The result is that ISO 14090 provides a systematic framework, which all organizations – whether large or small, beginners on climate resilience, or leaders in the field and in any sector – can apply to determine their own risks and then plan to adapt to them. The Association for Waterborne Transport Infrastructure, the United Nations Economic Commission for Europe and the United Nations Conference on Trade and Development all now highlight the value of ISO 14090. 

Vanishing perspective of container ship and docking area.
Bird's eye view of sea and coastline.

Maturity matrix 

Black was also central to the Climate Sense team which developed a risk-based process and software tool for evaluating how adapted organizations are to climate change, and hence target areas where there are gaps. Known as the Capacity Diagnosis & Development (CaDD) framework, this has been applied widely and internationally as an effective method for measuring and developing the adaptive capacity of organizations and their systems.

Over 15 years, Black engaged in work for the European Union, developing a maturity matrix for assessing how well organizations were prepared for climate change. This matrix has six levels, ranging from completely unprepared to fully prepared. The principles of this matrix and the CaDD process are now embodied within ISO 14090 and within a complementary standard, ISO 14091 for vulnerability assessments. 

We have to prepare for weather extremes, such as intense rain but also drought.

Targeted action 

“Understanding an organization’s vulnerabilities is a critical part of adaptation and this is where ISO 14091 provides the tools,” explains Walter Kahlenborn of climate consultancy adelphi, who is also Convenor of the working group that developed ISO 14091. 

Kahlenborn has worked on vulnerability assessments and adaptation for 15 years and played a key role in developing the first German vulnerability assessment. Since then, he has worked on such assessments globally and has written and contributed to extensive guidance in this area, for example, for UBA, the German national environmental body.

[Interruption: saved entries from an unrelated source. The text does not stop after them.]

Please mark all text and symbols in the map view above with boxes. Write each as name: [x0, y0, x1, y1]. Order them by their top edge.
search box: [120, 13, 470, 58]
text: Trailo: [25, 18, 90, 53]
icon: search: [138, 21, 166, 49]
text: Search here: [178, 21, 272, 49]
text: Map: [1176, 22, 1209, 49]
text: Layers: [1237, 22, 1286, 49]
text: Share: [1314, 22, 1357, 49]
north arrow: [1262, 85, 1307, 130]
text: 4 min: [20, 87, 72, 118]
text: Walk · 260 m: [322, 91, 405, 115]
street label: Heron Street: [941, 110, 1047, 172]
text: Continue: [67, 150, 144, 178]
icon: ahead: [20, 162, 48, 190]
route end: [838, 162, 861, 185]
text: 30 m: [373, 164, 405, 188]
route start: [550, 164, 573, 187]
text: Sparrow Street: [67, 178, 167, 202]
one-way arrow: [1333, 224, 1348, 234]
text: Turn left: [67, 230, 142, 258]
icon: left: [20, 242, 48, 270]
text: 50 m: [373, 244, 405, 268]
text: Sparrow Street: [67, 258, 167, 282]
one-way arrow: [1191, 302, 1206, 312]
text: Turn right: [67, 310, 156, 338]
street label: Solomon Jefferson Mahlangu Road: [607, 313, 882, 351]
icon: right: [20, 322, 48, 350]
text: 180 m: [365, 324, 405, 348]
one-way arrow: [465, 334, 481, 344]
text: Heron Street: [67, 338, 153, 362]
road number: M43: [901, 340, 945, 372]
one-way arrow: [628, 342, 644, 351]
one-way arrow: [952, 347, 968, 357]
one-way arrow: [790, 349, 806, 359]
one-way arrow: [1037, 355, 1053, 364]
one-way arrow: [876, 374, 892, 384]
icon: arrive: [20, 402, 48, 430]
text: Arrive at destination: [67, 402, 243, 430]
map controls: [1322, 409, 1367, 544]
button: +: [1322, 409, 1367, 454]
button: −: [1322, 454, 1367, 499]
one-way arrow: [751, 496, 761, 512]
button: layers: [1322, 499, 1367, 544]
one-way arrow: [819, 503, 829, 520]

UBA then proposed a new International Standard for vulnerability assessments, which led to the creation of ISO 14091, Adaptation to climate change – Guidelines on vulnerability, impacts and risk assessment. “This standard fits perfectly with ISO 14090 and describes how the impacts of different climate stimuli – such as temperature, rainfall and droughts – can expose the vulnerabilities of infrastructure, transport and society,” adds Kahlenborn. 

“We have to prepare for weather extremes, such as intense rain but also drought. This can mean applying the ‘sponge city’ principle, collecting water during intense rainfall and then storing it for use during drought,” explains Kahlenborn.

“The truth is, there are already many guidelines on adaptation and risk assessment – and we found that people are overwhelmed by all these methodologies. Hence, ISO 14091, like the framework standard ISO 14090, summarizes and condenses the best practice and principles,” he concludes. 

So, will climate change cause our infrastructure to bend or break? Adaptation to a changing climate can deliver positive returns for as long as tools and mechanisms are in place to establish tangible targets and best practice. ISO standards will figure prominently in this global climate dialogue.